What better time to explore Bangkok’s chinatown than Chinese New Year? Here are a few snaps and a bit of info covering our wanderings in January 2006.
Chinatown is a densely packed area of ‘downtown’ Bangkok which hugs one of the main thoroughfares and therefore also often takes its name – Yaowarat. All year long red is the defining colour of the area most notably in the gold shops lining this main road. But during Chinese New Year, it goes one further and everyone seems to be wearing this auspicious colour. Below is one of the main Chinese temples in the area. Packed with people making offerings.
The temple below is Wat Traimit, the largest temple in the area. Despite being distinctly Thai it is also packed during Chinese New Year. Here people are praying in front of two figures covered in gold leaf which worshippers have placed on them. I believe these gentlemen may have been abbots at the temple. Insense sticks are lit and lotus buds are offered.

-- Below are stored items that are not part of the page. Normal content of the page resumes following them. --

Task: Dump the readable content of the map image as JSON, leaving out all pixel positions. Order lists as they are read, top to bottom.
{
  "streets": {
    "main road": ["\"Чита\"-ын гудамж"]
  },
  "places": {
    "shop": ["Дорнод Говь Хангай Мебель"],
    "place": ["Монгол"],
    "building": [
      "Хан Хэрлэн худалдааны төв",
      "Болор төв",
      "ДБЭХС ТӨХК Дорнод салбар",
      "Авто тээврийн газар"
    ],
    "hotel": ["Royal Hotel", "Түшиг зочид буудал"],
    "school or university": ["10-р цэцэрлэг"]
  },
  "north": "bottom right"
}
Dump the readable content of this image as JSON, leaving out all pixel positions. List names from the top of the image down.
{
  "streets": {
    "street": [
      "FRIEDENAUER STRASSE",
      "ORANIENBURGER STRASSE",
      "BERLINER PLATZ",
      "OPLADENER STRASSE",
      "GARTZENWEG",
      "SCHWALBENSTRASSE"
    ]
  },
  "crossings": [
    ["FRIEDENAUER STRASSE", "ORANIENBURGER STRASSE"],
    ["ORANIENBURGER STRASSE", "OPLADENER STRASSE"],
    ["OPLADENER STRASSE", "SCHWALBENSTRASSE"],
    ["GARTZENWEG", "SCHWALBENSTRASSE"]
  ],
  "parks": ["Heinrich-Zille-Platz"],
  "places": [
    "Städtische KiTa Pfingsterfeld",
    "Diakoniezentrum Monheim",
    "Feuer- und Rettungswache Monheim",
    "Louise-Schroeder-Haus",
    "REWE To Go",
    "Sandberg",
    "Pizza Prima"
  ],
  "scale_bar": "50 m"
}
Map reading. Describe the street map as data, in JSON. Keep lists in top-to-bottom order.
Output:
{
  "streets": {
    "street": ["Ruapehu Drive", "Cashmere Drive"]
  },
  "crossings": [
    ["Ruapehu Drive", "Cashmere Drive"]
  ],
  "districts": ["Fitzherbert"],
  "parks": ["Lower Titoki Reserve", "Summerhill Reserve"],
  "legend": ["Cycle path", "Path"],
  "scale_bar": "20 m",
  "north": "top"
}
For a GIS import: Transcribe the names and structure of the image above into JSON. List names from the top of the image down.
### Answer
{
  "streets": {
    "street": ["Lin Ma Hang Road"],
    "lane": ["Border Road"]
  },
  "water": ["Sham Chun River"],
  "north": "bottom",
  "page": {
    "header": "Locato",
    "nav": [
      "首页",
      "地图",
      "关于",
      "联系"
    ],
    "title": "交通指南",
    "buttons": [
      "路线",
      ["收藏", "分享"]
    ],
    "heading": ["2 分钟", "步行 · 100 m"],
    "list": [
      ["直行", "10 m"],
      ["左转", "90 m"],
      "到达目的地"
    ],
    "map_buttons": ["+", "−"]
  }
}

What is best described as a religious one-armed bandit. You put your money in the ‘Give alms hole’, lights flash and a number is illuminated. You then pick the card with this number on it and it tells your fortune.
The people above are all praying in front of the most impressive feature of the temple – the 5 tonne solid gold buddha (below right). Apparently it was only rediscovered about 50 years ago after it was dropped and the plaster exterior came away revealing the gold underneath. It was thought that the plaster covering was made to disguise the buddha just before the Burmese invasion of the late 18th century.
During our wanders around Chinatown we chanced upon a performance of some chinese opera. I have to say the audience was more interesting than the performance. These ladies were to later appear in the evening procession.
Although Yaowarat Road remained open to traffic, every now and then there would be an impromtu procession or dragon dance. this time it seemed to be a group of acrobats. – Mind you I don’t know how much acrobatics the portly chap on the right got involved in.
Mind those overhead signs!
At the entrance to Chinatown they built a huge dragon which I must say looked rather impressive as night descended.
This is where we stopped to see the procession – and here come the ladies again. Actually these ladies came round on their truck about three or four times during the day and night!